N'aurions-nous pas besoin aujourd'hui de
sortir de notre "ville sainte" pour faire comme Jésus et
"habiter le carrefour des nations" ? Il s'agit en effet pour l’Eglise de planter sa tente à un endroit où
les peuples se rencontrent, se mélangent. Il s'agit d'aller habiter dans un
monde dit ‘impur’, méprisé par ceux qui se disent les ‘vrais’ croyants...
"Habiter la Galilée", aujourd'hui, c'est ne pas avoir peur de se compromettre et d'être partenaire avec ceux qui viennent d'ailleurs, d'autres traditions philosophiques et religieuses, et vouloir façonner avec eux un monde nouveau. Cela peut aller des mouvements d'entraide et de solidarité, des ONG, de la Croix-Rouge, d'ATD Quart-Monde, aux milieux militants pour la préservation de l’environnement ; des clubs sportifs aux réseaux sociaux ; des festivals de musique au dialogue interreligieux... L'essentiel est d'aller là où les hommes se rencontrent, pour que de ces carrefours émerge une possibilité de vivre ensemble en paix, rassemblés en une seule famille humaine, selon le sens que le disciple Jean a donné à la vie du Christ : « le Christ est mort afin de rassembler dans l'unité les enfants de Dieu dispersés » (Jn 11,52).
Et alors nos capharnaüms, de nos
chaos obscurs émergeront des lieux de consolation et de beauté ! Le nom de Capharnaüm suggère cela : la ville de
la consolation, ou de la beauté (de
l'hébreu « Kfar Nahum »,
Kfar, le village et Nahum la compassion, la consolation.
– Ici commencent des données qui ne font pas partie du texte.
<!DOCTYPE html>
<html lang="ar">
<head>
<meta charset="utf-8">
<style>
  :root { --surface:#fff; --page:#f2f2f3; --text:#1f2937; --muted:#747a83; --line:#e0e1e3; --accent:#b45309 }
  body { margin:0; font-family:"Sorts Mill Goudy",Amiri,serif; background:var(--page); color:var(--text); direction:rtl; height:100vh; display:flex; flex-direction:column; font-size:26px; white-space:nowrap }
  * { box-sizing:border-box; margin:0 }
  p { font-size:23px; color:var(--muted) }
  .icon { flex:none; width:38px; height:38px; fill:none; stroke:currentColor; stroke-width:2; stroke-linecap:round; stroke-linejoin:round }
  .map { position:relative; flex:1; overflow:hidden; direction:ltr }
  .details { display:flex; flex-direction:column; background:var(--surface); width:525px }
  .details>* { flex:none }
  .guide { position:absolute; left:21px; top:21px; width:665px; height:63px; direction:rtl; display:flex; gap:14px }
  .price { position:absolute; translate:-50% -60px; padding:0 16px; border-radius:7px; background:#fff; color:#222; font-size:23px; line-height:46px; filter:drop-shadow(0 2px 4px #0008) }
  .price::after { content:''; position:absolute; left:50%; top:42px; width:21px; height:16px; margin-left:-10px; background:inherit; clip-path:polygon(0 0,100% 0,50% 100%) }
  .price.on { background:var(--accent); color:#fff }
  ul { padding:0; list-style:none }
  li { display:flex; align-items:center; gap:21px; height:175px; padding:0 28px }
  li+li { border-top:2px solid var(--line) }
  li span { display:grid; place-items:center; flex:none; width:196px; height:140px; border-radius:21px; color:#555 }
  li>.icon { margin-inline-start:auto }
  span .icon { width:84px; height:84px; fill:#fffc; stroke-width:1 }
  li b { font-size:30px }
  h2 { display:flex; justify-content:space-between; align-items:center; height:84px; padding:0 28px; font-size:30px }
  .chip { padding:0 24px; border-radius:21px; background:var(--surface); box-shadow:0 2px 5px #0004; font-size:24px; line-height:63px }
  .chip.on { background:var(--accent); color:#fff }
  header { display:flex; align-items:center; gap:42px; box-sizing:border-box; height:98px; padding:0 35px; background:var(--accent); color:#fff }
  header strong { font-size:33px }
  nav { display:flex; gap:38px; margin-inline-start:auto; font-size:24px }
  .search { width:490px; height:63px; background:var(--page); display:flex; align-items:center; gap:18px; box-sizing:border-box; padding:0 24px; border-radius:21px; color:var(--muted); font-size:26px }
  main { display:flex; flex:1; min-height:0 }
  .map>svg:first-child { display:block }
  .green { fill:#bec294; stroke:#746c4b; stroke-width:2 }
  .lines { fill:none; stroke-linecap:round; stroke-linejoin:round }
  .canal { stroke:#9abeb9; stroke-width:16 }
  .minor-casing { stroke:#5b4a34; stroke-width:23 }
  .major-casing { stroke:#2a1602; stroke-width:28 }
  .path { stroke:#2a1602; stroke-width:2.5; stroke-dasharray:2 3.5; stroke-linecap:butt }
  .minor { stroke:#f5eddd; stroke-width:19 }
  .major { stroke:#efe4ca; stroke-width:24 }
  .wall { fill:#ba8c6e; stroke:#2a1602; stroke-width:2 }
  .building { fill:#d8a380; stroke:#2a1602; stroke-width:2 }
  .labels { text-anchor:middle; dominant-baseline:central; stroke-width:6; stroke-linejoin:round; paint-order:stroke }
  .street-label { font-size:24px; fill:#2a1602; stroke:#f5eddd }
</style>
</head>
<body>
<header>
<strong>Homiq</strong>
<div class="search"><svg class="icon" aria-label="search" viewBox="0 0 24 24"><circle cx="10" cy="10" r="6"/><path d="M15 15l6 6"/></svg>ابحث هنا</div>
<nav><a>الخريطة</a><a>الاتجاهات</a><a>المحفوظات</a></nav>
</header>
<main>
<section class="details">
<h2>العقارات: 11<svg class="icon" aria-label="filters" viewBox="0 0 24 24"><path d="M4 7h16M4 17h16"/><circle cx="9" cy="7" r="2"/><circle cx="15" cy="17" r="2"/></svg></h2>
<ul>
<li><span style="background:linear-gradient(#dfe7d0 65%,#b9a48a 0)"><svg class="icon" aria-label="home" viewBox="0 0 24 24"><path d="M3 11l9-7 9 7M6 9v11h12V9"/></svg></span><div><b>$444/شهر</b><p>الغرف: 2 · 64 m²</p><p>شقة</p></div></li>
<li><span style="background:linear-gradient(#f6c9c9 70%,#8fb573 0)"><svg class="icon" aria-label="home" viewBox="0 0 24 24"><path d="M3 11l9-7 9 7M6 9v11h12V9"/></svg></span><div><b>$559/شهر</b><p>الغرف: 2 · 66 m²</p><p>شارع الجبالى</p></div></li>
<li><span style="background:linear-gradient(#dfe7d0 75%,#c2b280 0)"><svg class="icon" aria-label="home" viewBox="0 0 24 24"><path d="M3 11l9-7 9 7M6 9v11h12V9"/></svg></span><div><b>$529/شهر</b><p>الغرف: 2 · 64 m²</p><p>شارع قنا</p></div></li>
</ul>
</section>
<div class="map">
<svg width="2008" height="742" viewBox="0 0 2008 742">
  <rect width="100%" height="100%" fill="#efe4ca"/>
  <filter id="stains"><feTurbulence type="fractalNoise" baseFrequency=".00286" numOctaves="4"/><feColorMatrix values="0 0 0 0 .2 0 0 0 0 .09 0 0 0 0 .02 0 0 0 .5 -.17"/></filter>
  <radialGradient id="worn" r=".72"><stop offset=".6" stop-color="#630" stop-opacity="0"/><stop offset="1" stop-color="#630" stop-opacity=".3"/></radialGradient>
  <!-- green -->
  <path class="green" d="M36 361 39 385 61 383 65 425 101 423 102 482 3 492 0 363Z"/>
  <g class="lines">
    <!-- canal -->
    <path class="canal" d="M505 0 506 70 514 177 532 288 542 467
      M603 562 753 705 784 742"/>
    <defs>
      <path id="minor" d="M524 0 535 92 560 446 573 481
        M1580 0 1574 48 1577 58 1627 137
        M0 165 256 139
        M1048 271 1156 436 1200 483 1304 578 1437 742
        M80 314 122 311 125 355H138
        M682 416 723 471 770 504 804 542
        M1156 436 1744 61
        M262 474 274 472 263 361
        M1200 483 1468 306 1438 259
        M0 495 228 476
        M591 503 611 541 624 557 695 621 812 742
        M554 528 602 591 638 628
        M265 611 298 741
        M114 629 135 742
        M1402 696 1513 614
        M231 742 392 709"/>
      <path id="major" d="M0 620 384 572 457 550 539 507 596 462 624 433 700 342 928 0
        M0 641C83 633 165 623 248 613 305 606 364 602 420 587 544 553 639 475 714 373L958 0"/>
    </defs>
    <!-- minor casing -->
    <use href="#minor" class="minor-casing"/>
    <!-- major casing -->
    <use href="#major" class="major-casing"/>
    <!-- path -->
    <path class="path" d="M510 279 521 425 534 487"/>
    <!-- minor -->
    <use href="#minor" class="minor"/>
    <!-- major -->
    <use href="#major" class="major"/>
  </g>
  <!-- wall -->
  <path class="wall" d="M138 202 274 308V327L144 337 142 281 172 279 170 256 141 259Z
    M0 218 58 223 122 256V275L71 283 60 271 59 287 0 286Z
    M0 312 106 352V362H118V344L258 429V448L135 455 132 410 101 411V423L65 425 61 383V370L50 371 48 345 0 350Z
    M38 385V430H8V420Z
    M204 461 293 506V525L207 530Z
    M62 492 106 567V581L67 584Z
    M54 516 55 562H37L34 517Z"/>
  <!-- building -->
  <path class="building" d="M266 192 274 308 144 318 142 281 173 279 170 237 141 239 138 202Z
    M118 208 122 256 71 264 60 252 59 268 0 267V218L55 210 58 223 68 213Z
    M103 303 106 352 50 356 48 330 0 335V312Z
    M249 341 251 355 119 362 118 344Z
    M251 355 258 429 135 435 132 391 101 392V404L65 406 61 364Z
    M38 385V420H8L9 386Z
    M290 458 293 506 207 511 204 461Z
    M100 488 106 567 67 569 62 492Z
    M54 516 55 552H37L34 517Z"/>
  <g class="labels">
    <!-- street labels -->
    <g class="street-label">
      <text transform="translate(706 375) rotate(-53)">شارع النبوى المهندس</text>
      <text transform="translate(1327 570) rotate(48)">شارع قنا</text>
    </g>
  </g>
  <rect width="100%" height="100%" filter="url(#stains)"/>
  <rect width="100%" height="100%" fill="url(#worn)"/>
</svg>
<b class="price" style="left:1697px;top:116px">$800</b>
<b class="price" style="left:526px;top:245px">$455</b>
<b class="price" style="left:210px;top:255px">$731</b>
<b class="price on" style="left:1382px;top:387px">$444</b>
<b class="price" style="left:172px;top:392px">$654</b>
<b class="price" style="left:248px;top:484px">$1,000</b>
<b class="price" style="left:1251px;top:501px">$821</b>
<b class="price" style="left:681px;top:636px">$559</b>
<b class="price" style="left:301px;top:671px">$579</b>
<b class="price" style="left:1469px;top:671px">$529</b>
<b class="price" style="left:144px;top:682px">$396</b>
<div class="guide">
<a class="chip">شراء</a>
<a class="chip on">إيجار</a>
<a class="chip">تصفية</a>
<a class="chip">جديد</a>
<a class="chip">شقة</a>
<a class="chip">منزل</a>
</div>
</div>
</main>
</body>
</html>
C’est littéralement
le « village du Consolateur ».
Quitter nos univers de privilèges
pour rejoindre ceux qui sont plus bas, habiter les carrefours où les hommes se
rencontrent, y apporter consolation et beauté... sans réduire l’autre à soi-même : l’évangile de ce dimanche décrit ainsi notre
mission aujourd’hui à la suite du Christ. Ainsi se réalisera la demande
pressante de Jésus : « Que tous soient un… afin que le monde croie ».